Give yourself at least twenty to thirty minutes for this practice. Choose a place to practice where you feel safe and at ease. If you like, place some objects that are special and comforting to you on a shelf nearby, or light a candle or arrange some flowers in this space that you create for yourself. Know that you’re giving yourself a gift of love.

  • Breathe: Begin by practicing mindfulness of breathing for ten minutes, returning to the breath with self-compassion every time you leave it. Let your thoughts and emotions come and go. Being present…
  • Recall and notice: Staying in touch with your breath, recall an emotion that came up for you during the ten minutes of mindful breathing. Please be wise in picking an emotion that feels workable to you—you don’t have to choose 10. How about a 5 or 6? If no prominent emotions came up for you, simply recall a recent experience of one. Notice what happens in your body as you feel into this emotion and acknowledge any parts of your body that are affected. Be open to and present with any other emotions that may come up. Perhaps shame feels like a rope wrapped around your chest that keeps getting tighter and makes it hard to breathe. What does the emotion you’re having feel like? By feeling more deeply into it, you may discover other thoughts and emotions—perhaps self-hatred that reaches into your gut, where it churns and twists and hurts. Keep paying attention. Feel more deeply into what’s happening and stay present in your body. Let whatever happens in your mind and body happen. Notice if old unwanted memories that have lain hidden arise. If they do, let them come, and notice how they feel in the body.
  • Be kind to yourself. Let everything be in this unrestricted kind of attention; don’t block anything out. Don’t let the trance of unworthiness swallow your heart. Stay near the pain with compassion. It’s the awakened heart that stays with and heals. It’s all happening right here and now, where your body is. Stay with everything you’re experiencing, and remember that this practice is about offering compassion to yourself and feeling that compassion. It’s not about figuring anything out or fixing or getting rid of anything. Remember, it all comes down to love, including love for yourself. It all comes down to what you’re doing in this moment. Use the breath as your way to remain anchored in the present moment, letting it come and go as it will.
  • Let your emotions come and go. In the same way that you allow your breath to come and go freely, allow your emotions to come and go freely. Notice any judgments that come up for you as you allow strong or unwanted emotions to arise. Notice how the judgments affect your emotions, perhaps blocking them or washing them out, perhaps calling forth other emotions. Welcome all of your emotions as you observe and acknowledge the judgments without indulging them.
  • Stay with compassion. Be with whatever emotions come up for you with compassion. Welcome each with kindness and meet all of them with gentleness and tenderness. Hold yourself in the arms of self-compassion and be present with what you feel. Stay with this practice and your emotions for as long as you like.
  • Breathe. When you’re ready to end this practice, return to practicing mindfulness of the breath for ten minutes.
  • Be grateful. Offer a measure of gratitude to yourself for taking the time to care for yourself in this way.

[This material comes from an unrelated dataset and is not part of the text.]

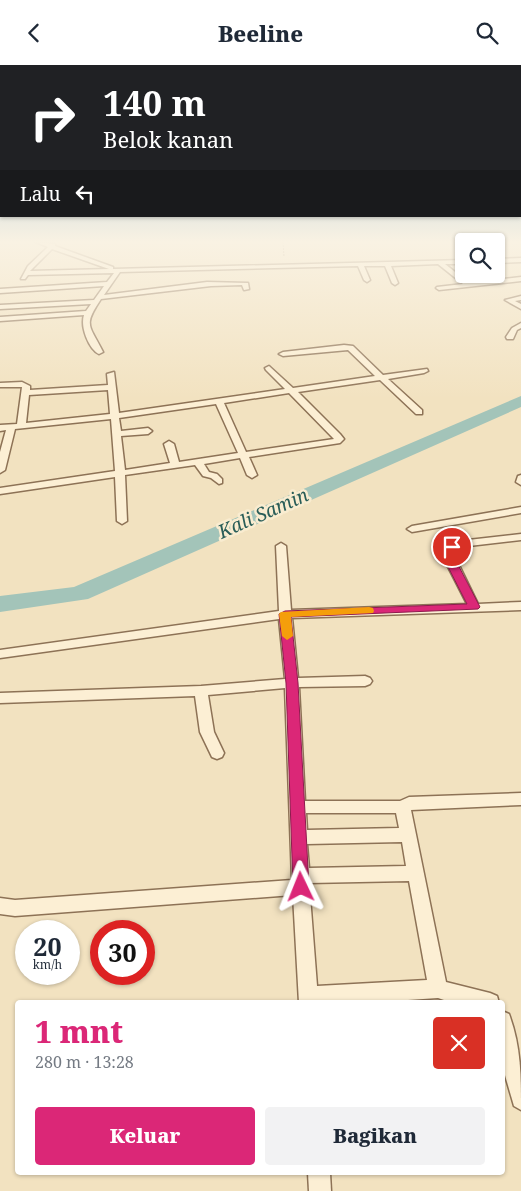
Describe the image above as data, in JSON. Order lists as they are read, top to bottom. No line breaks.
{"water":["Kali Samin"],"page":{"header":"Beeline","turn":["140 m","Belok kanan"],"then":"Lalu","speed":"20 km/h","limit":"30","heading":["1 mnt","280 m · 13:28"],"buttons":["Keluar","Bagikan"]}}
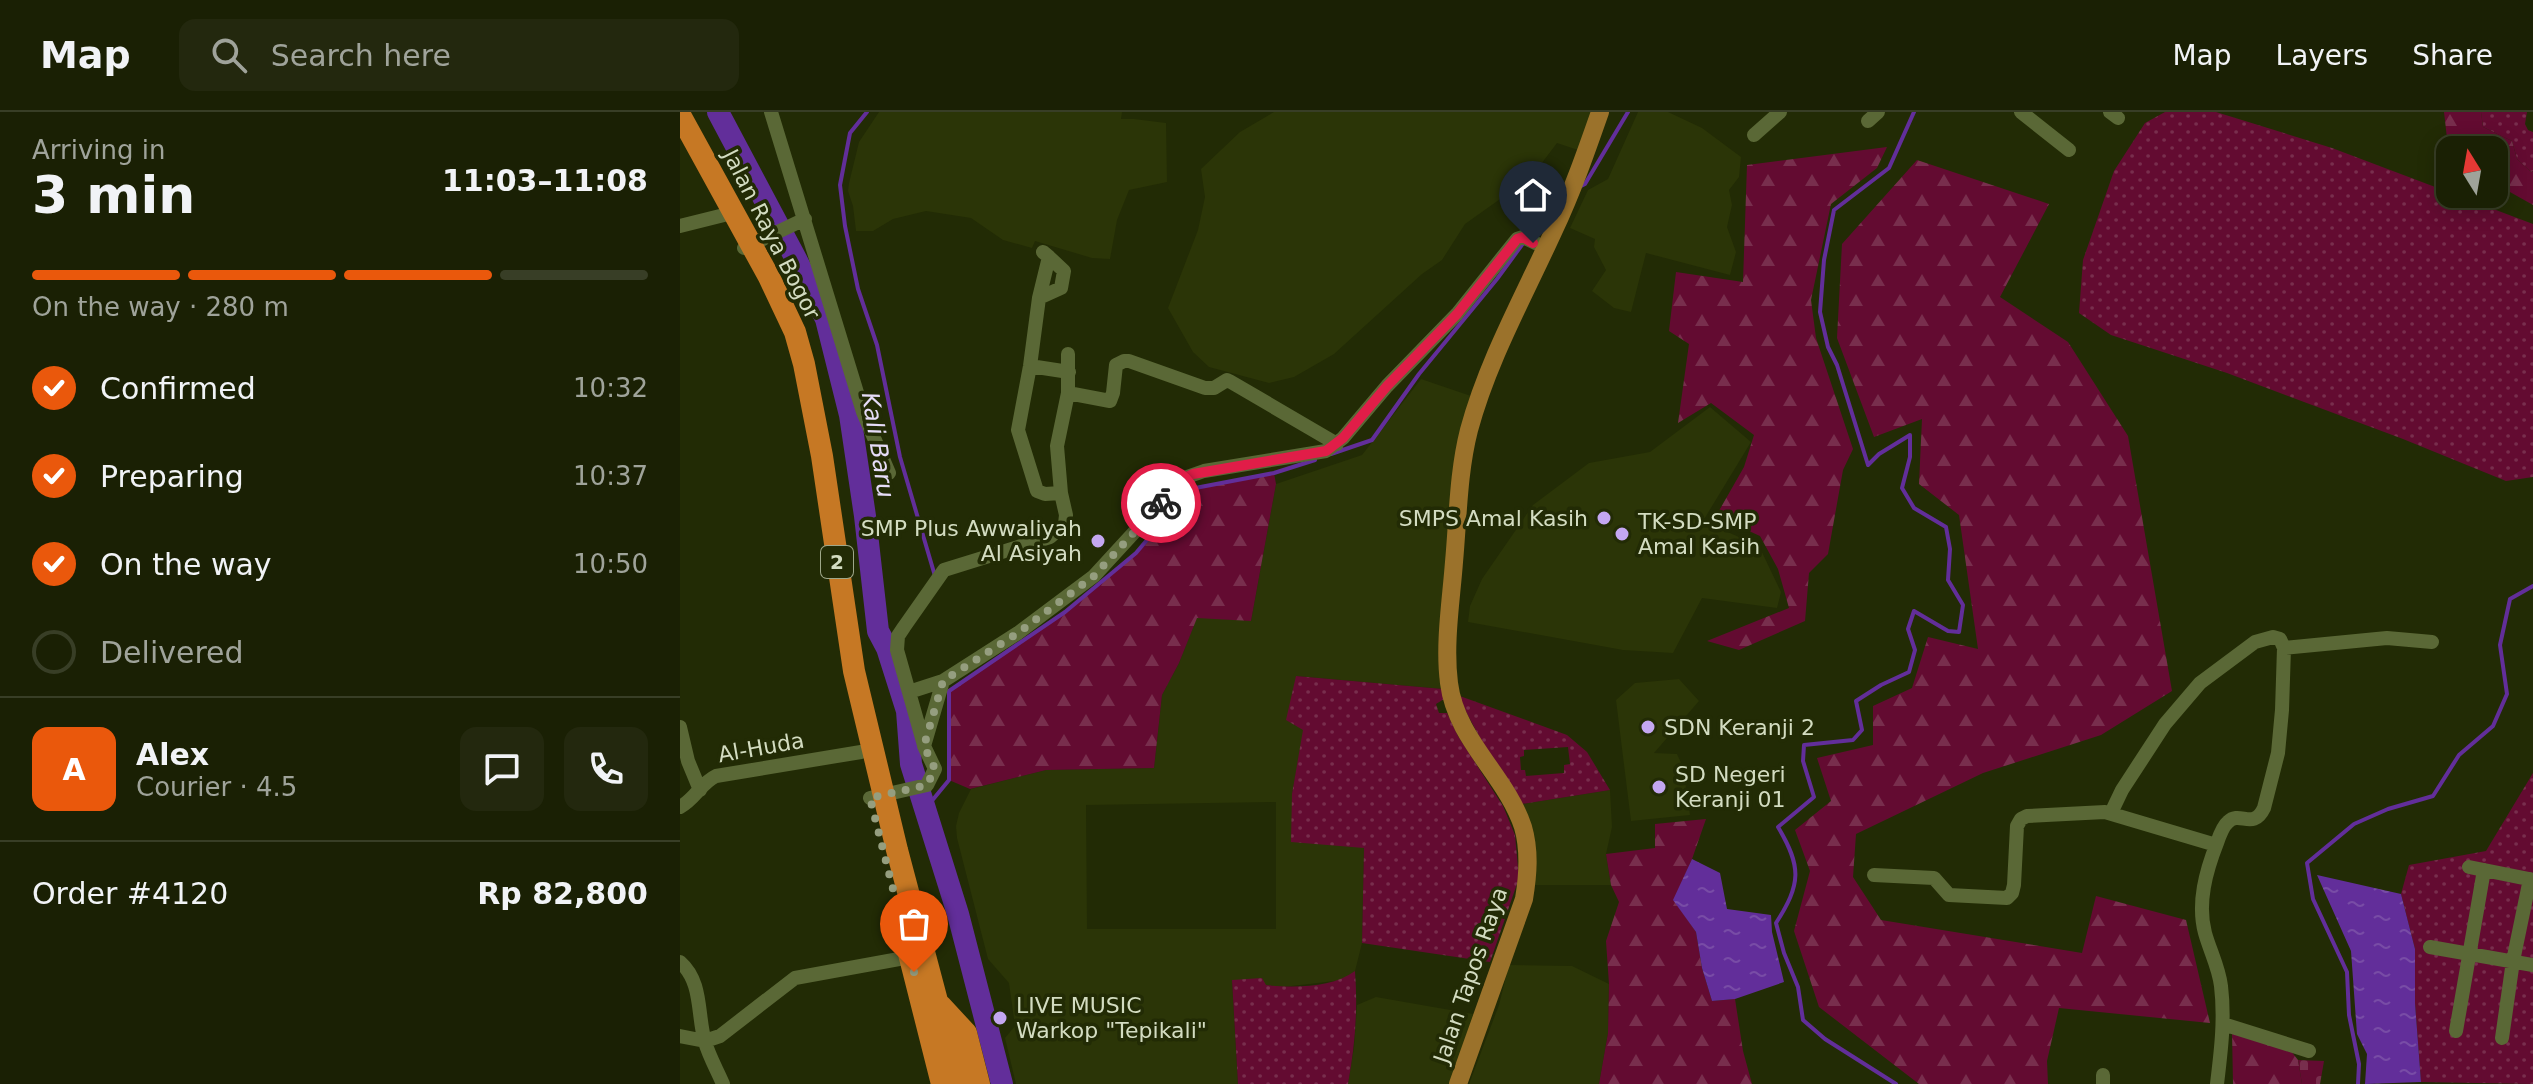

Take a little time to write in your journal about what came up for you in this practice. Write about any emotions you noticed being attached to one another, such as helplessness bringing up fear, or fear evoking anger. Write about all of the emotions that came up for you here and whether or how they changed when you held them with self-compassion.

As you continue to practice self-compassion, you may notice more and more things about the self you’ve created with all of your old stories. Perhaps you tried to be especially good to counterbalance the problems in your family. Perhaps you learned to be generous of yourself as a way of earning the value you felt you lacked. Self-compassion lets you be with all of the hurt, loneliness, and fear that the narrative-based self has concealed. In the wide-open heart of self-compassion, the wounded child within you will begin to heal.

This article was adapted from Dr. Bob Stahl’s and Steve Flowers’ book, Living with Your Heart Wide Open.